Anthem, Paradigm's sister company, has a very interesting new class-D amplifier, the M1 monoblock ($3799 each), a slim unit that is capable of putting out 1 kilowatt into 8 ohms and 2kW into 4 ohms. The M1 has an integrated fan-less cooling system that allows multiple amps to be stacked without feet.
If you're wondering what you're getting when you buy a speaker like the Focal Stella Utopia EM, the back of the speaker gives you some indication. Note that it's signed by designer Jacques Mahul, and the quality control of this speaker was the responsibility of one S. Robert.
There are probably no speakers that have a more old-fashioned look than those made by Tannoy, nor audio equipment more futuristically high-tech than the Devialet D-premier DAC/preamp/power amp. Audio Eden, a high-end audio dealer located in Newmarket (about 35 miles from Toronto), combined a pair of Tannoy Turnberry SEs ($7300/pair) with the Devialet D-premier ($16,500). Demoed by Mike Hamelin, this unusual combination worked well, producing an easy-on-the-ears, relaxed type of sound.
Paradigm has some new active speakers, including the A2 ($300$350/pair, depending on finish) demoed here by Erin Phillips and Mark Aling using a Numark DJ mixing deck. Paradigm has also entered the earbuds market, with models ranging in price from $59 to $149. Like Paradigm's speakers, these were developed utilizing anechoic testing.
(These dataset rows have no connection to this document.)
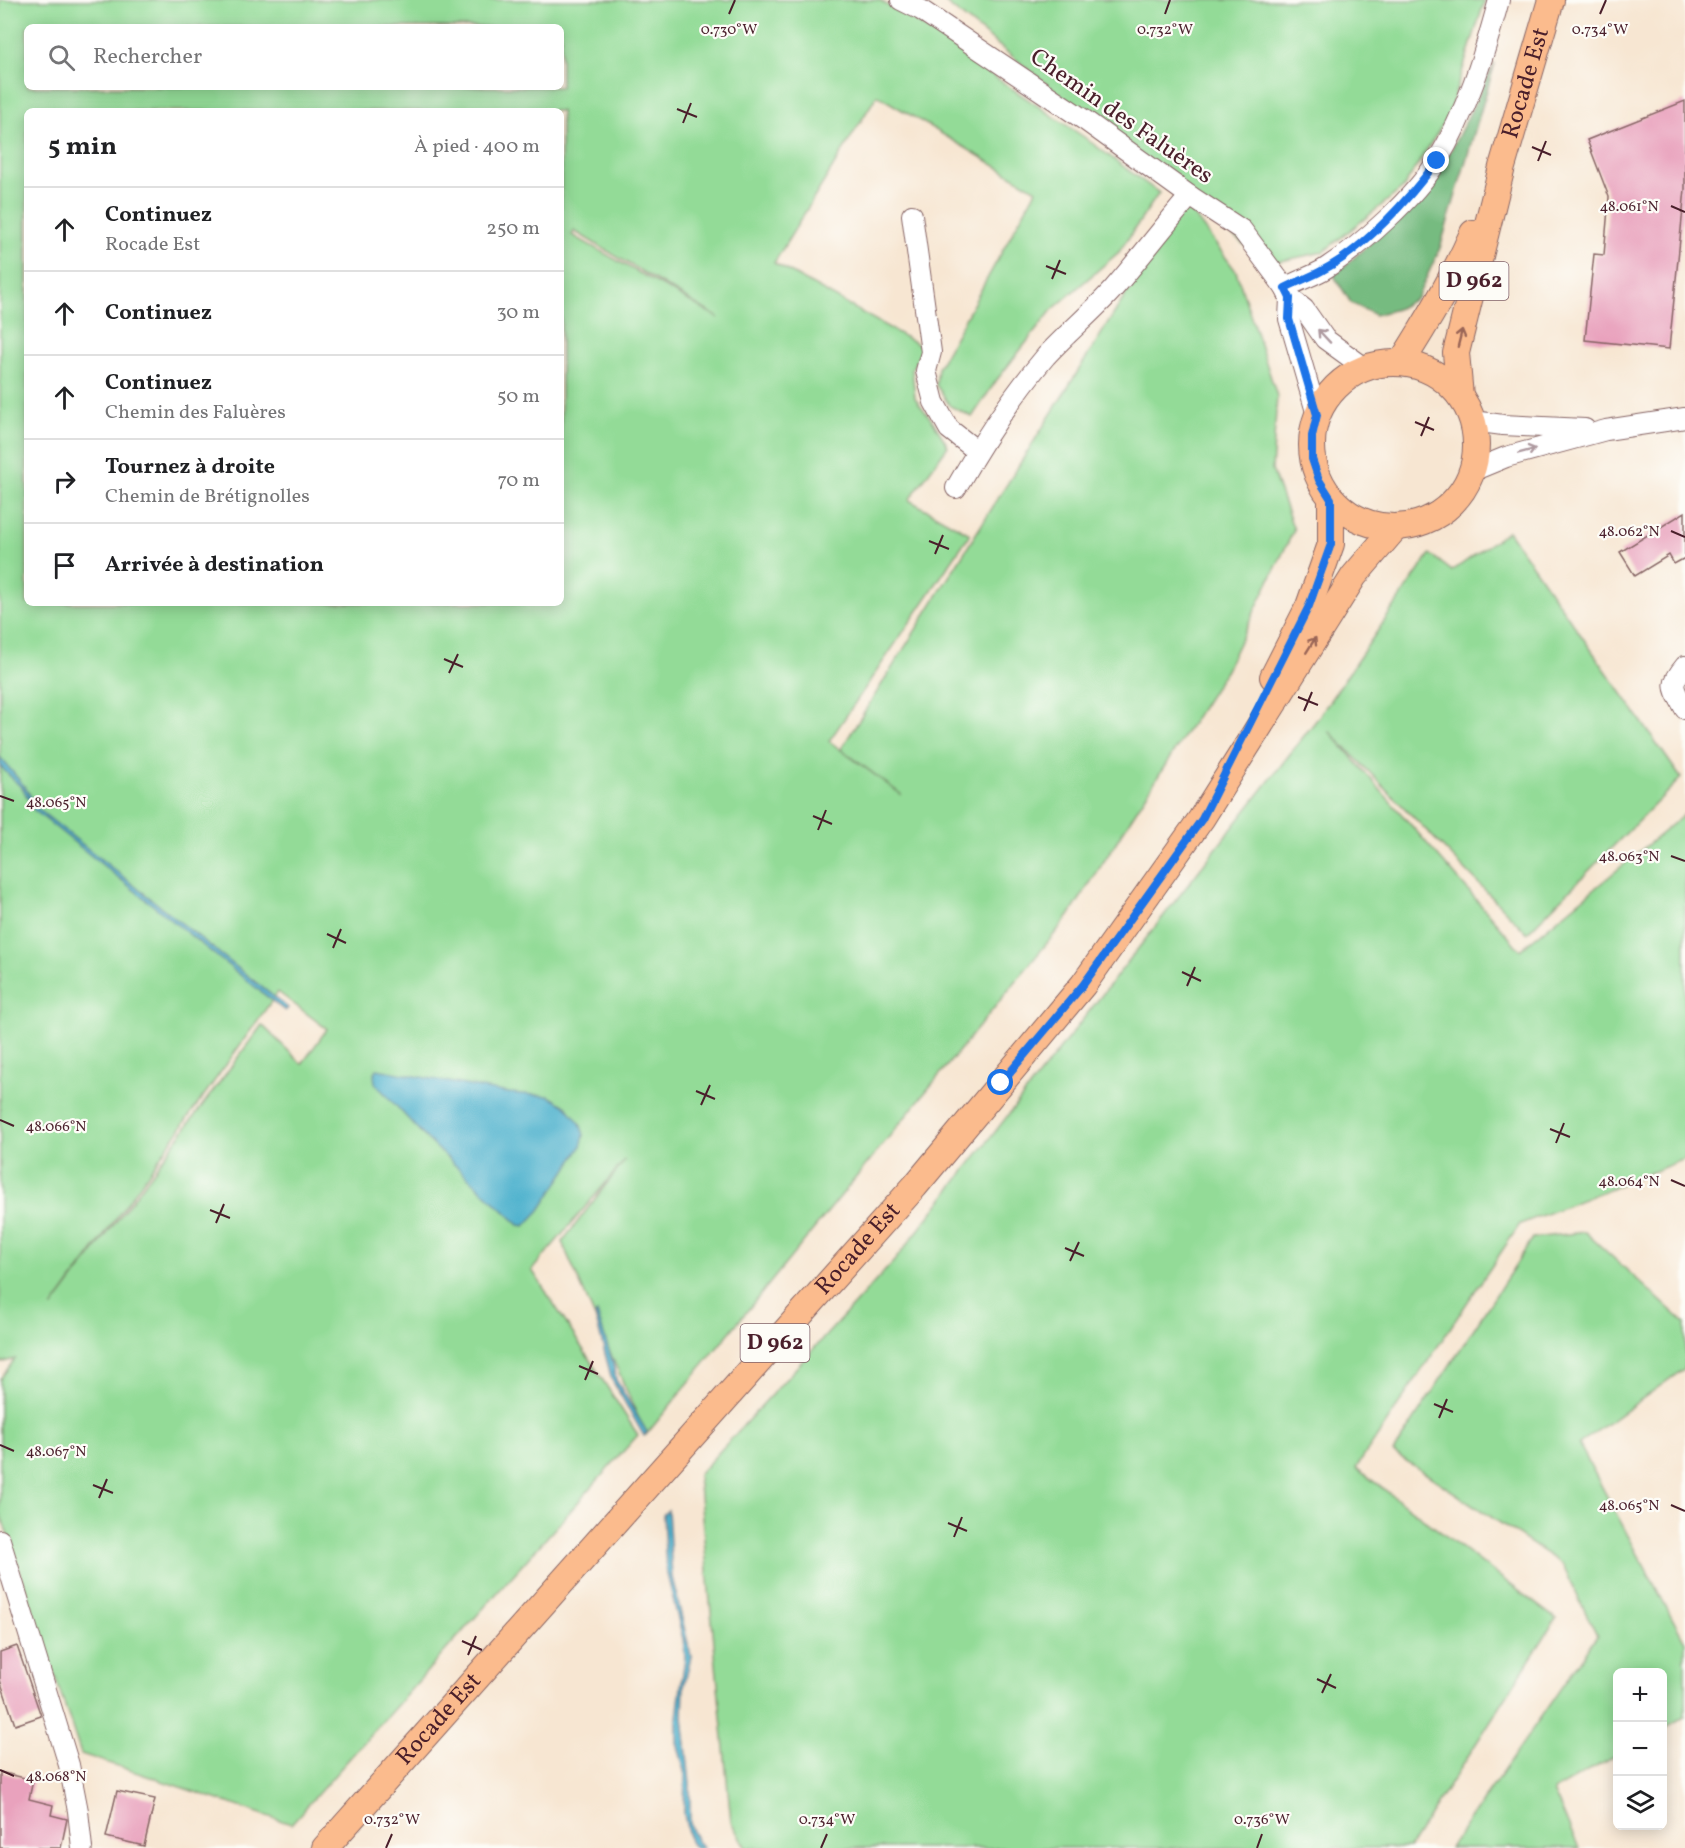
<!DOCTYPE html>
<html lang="fr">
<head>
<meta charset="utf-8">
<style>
  :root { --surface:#fff; --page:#f2f2f2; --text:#202124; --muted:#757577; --line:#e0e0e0 }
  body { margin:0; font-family:Vollkorn,serif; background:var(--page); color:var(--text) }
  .controls { position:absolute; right:18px; bottom:18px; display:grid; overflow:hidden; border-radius:9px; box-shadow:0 3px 15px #0003 }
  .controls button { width:54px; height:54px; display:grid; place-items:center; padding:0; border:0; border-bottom:2px solid var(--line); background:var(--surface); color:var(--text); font:30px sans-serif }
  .stop { position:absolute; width:18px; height:18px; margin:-14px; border:4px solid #1a73e8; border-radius:50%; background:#fff }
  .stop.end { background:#1a73e8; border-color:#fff; box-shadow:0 2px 6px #0008 }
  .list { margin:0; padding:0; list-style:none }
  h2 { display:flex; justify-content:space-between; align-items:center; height:78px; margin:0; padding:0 24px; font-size:26px }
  h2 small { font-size:20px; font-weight:400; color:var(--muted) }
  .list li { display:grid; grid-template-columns:39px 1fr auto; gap:18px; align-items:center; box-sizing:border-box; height:84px; padding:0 24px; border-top:2px solid var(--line) }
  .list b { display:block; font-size:22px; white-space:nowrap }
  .list p { margin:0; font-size:20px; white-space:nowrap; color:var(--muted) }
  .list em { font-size:20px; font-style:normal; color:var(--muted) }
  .icon { flex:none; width:33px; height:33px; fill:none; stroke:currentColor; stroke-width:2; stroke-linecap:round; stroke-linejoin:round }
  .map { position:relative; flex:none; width:1685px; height:1848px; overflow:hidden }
  .search { position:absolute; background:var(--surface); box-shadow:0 3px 15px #0003; left:24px; top:24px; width:540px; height:66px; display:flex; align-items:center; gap:15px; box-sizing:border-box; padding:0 21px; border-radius:9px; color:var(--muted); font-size:22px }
  .panel { position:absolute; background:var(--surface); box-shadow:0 3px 15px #0003; left:24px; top:108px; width:540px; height:498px; border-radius:9px }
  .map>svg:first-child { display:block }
  .green { fill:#93db97; stroke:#6e7d61; stroke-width:1.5; fill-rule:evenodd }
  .forest { fill:#76bb80; stroke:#606d56; stroke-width:1.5 }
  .water { fill:#50b2ce; stroke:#4d687c; stroke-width:1.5 }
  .building { fill:#e9a2bd }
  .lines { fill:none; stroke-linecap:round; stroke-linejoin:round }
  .minor-casing { stroke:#876565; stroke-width:22 }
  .major-casing { stroke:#876565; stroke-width:28 }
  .minor { stroke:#fff; stroke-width:20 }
  .major { stroke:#fbbb8d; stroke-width:26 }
  .oneway { stroke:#ae9aa0 }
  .oneway2 { stroke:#9a6557 }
  .route { stroke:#1a73e8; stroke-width:8 }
  .ticks { fill:none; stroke:#4a1f2b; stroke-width:2 }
  .labels { text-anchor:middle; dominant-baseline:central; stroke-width:4.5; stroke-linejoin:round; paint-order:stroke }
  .shield { fill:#fdfcf7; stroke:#806168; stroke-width:1.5 }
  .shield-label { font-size:22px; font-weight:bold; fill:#4a1f2b }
  .street-label { font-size:24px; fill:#4a1f2b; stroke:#fdfcf7 }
  .ticks-label { font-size:15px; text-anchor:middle; fill:#4a1f2b; stroke:#fdfcf7; stroke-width:4.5; stroke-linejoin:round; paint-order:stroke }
</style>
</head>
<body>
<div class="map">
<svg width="1685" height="1848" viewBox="0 0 1685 1848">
  <rect width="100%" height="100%" fill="#fdfcf7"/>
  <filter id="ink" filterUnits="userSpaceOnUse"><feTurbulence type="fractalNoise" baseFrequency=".0167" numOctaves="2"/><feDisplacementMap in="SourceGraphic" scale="12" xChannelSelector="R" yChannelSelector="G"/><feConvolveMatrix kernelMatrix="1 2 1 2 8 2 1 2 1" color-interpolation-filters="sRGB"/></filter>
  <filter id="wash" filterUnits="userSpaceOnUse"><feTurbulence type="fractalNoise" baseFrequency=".008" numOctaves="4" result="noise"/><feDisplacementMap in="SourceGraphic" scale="24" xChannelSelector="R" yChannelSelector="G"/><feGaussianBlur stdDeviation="1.35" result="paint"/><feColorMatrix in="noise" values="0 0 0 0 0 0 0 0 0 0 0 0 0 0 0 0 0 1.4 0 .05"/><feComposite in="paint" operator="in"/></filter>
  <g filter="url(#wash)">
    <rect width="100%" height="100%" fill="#f7e6d2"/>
    <g class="green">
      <path d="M0,0H879L934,33L983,69L1084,137L1159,193L1119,252L1052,310L996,381L972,417L950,406L936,385L938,368L1036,190L877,95L774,263L923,347L912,369L915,398L934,423L948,446L909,500L970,534L829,741L902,795L841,749L1184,202L1236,271L1277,396L1272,470L1294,530L1226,670L1069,916L646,1435L562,1242L625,1160L532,1270L638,1435L291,1824L81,1754L0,1512V1379L15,1359L0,1363ZM27,27H561V87H27ZM27,111H561V603H27ZM574,231L719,318L572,235ZM278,992L327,1029L302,1064L262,1025L52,1308Z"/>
      <path d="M942,0H1485L1448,116L1403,188L1323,252L1267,264L1159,174Z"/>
      <path d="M1508,531L1681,778L1527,933L1329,731L1520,950L1685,814V1159L1520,1224L1356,1468L1556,1619L1409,1848H746L731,1822L698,1475L895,1260L1318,718L1430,554L1452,571Z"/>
      <path d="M1585,1232L1685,1323V1368L1579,1444L1685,1642V1717L1663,1730L1662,1672H1618L1617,1755L1553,1791L1579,1848H1450L1597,1636L1562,1564L1393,1452L1533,1238Z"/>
    </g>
    <path class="forest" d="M1495,63L1440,248L1417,298L1397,309L1375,315L1351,303L1334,276L1423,195L1452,148Z"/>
    <g class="water">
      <path d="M0,757L25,787L38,809L288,1008L285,1011L34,810L23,789L0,766Z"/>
      <path d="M377,1069L509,1093L549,1096L567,1107L580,1123L584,1135L581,1147L540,1210L525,1226L519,1225L423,1135L375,1083L374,1075Z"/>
      <path d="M597,1313L613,1363L616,1380L647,1432L644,1436L612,1380L595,1315Z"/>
      <path d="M668,1510L672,1577L691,1656L684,1686L683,1717L690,1783V1823L696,1840L703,1848H695L690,1842L684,1814L685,1771L677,1743V1717L685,1657L683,1639L666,1570L663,1515Z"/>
    </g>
    <g id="blocks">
      <g class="building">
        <path d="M1685,101V189L1669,349L1585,340L1594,254L1604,255L1609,197L1587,140Z"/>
        <path d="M1685,512V558L1674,564L1669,555L1635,576L1620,552Z"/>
        <path d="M17,1646L41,1716L15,1725L0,1680V1652Z"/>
        <path d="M0,1772L33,1780L29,1799L53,1805L51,1815L67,1819L61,1848H0Z"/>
        <path d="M117,1791L155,1799L144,1846L106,1837Z"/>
      </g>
    </g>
  </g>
  <g filter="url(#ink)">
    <use href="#blocks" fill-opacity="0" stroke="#876565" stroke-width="1.5"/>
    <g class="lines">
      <g class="minor-casing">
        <g id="minor">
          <path d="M901,0L921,10L1086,121L1190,196L1242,230L1285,288L1290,298L1304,309L1325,339L1365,368"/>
          <path d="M912,215L931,352L926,371L934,402L949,429L977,451"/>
          <path d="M1285,288C1298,280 1314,276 1326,268C1363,244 1414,198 1437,161C1467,112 1484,55 1499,0"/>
          <path d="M1290,298L1289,319L1317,415"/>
          <path d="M1473,421L1503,425L1585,429"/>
          <path d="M1472,471L1506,457L1606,430L1685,418"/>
          <path d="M956,488C982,442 1012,396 1046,356C1068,332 1094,311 1114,288C1140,258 1164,226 1190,196"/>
          <path d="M1685,666C1668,686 1674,688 1685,709"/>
          <path d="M0,1540L69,1765L78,1811L82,1848"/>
        </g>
      </g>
      <g class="major-casing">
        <g id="major">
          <path d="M1401,363C1428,321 1453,279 1473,233"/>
          <circle cx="1394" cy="445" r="82"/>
          <path id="s1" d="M1460,396L1456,353L1502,167L1551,0"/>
          <path d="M1273,677L1309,606L1331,544V499"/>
          <path id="s2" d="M325,1848L915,1186L1083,985L1201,819L1354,576L1395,528"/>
        </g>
      </g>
      <use href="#minor" class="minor"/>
      <use href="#major" class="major"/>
    </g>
    <defs><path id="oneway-shaft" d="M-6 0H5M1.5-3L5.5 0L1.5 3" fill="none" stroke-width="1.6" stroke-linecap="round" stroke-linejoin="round" transform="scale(1.5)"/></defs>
    <g class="oneway">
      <use href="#oneway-shaft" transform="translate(1324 336) rotate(-133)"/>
      <use href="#oneway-shaft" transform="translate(1527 451) rotate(-15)"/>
    </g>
    <g class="oneway2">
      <use href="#oneway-shaft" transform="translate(1460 338) rotate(-76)"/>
      <use href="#oneway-shaft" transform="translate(1311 645) rotate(-58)"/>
    </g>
  </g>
  <g class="lines" filter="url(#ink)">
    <path class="route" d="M1001,1083L1083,985L1202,819L1309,606L1331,544V499L1319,480L1312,459V436L1317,415L1289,319L1290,298L1285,288C1298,281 1311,277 1323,270C1364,249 1410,198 1437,161"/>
  </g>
  <path class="ticks" d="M729,14L735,0M1165,14L1170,0M1600,14L1606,0M677,109L697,117M683,123L691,103M1532,147L1551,155M1538,161L1546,141M1671,206L1685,212M1046,266L1066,274M1052,279L1060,260M1415,422L1434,430M1421,436L1429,417M1671,531L1685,537M929,541L949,549M935,554L943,535M444,659L463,667M449,673L458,654M1298,697L1318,705M1304,711L1312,692M0,796L14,801M813,816L832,824M818,830L826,810M1671,856L1685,861M327,934L346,943M333,948L341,929M1182,972L1201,981M1187,986L1195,967M696,1091L715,1099M701,1105L710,1085M0,1120L14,1126M1550,1129L1570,1137M1556,1143L1564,1123M1671,1180L1685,1186M210,1210L230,1218M216,1223L224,1204M1065,1248L1084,1256M1070,1261L1079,1242M579,1366L598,1374M585,1380L593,1361M1434,1404L1453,1412M1439,1418L1447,1399M0,1445L14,1451M93,1485L113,1493M99,1498L107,1479M1671,1505L1685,1511M948,1523L967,1531M954,1537L962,1517M462,1641L482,1650M468,1655L476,1636M1317,1679L1336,1688M1322,1693L1331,1674M0,1770L14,1776M386,1848L392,1834M821,1848L827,1834M1257,1848L1262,1834"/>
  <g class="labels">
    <g class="shield">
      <rect x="1439.5" y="262" width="69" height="38" rx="4.5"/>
      <rect x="740.5" y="1324" width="69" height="38" rx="4.5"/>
    </g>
    <g class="shield-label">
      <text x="1474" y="281">D 962</text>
      <text x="775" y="1343">D 962</text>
    </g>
    <g class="street-label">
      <text stroke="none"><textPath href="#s1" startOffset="322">Rocade Est</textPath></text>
      <text transform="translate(1121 117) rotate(35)">Chemin des Faluères</text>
      <text stroke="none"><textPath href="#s2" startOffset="802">Rocade Est</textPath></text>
      <text stroke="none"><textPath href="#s2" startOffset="172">Rocade Est</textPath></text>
    </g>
  </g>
  <g class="ticks-label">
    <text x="729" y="34">0.730°W</text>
    <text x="1165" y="34">0.732°W</text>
    <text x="1600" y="34">0.734°W</text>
    <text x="1629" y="211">48.061°N</text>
    <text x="1629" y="536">48.062°N</text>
    <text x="56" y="807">48.065°N</text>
    <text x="1629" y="861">48.063°N</text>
    <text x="56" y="1131">48.066°N</text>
    <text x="1629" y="1186">48.064°N</text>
    <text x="56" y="1456">48.067°N</text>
    <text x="1629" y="1510">48.065°N</text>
    <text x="56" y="1781">48.068°N</text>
    <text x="392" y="1824">0.732°W</text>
    <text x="827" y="1824">0.734°W</text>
    <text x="1262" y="1824">0.736°W</text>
  </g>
</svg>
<div class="controls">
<button>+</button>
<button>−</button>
<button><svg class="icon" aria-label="layers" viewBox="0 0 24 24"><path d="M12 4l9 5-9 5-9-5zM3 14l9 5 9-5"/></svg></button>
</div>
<div class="stop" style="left:1001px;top:1083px"></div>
<div class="stop end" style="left:1437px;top:161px"></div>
<div class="search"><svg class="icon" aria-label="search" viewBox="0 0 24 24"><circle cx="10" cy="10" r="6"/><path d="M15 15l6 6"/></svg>Rechercher</div>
<section class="panel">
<h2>5 min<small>À pied · 400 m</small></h2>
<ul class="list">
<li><svg class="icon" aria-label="ahead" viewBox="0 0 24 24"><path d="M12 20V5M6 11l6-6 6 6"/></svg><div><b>Continuez</b><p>Rocade Est</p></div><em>250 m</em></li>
<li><svg class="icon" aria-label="ahead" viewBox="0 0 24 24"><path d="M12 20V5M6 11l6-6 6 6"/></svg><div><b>Continuez</b></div><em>30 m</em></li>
<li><svg class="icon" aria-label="ahead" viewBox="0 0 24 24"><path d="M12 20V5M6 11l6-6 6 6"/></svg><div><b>Continuez</b><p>Chemin des Faluères</p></div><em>50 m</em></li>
<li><svg class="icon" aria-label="right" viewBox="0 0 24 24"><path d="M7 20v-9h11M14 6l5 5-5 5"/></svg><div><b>Tournez à droite</b><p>Chemin de Brétignolles</p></div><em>70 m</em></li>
<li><svg class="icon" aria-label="arrive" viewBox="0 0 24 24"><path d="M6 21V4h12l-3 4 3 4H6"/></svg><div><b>Arrivée à destination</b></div></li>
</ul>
</section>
</div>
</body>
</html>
Focal distributor Audio Plus can always be counted on to give impressive demos of the big Focal speakers; this time, they had the Stella Utopia EMs, driven by the Devialet DAC/preamp/amp, with a laptop as a source. At $90,000/pair, the Stella Utopia EM, is for those folks who can't quite afford the $180,000/pair Grande Utopia EM. Great sound, as always with speakers in the Focal Utopia line.
The new TAVES event taking place this weekend in Toronto is the result of two years of planning and market research and the efforts of Suave Kajko, Publisher/Editor in Chief of Canada Hi-Fi magazine, Simon Lau, owner of AuDiY, an audio component and accessory distribution company, and Michel Plante, President of the Montreal Salon Son & Image. The experience of Michel, and of Sarah Tremblay, Director of the Montreal show, who is also involved in the organization of TAVES, has, I'm sure, been invaluable. The list of sponsors includes Stereophile and sister magazine Home Theater. The venue is the upscale Le Meridien King Edward Hotel, a four-diamond property built in 1903 and subject to extensive renovations through the years.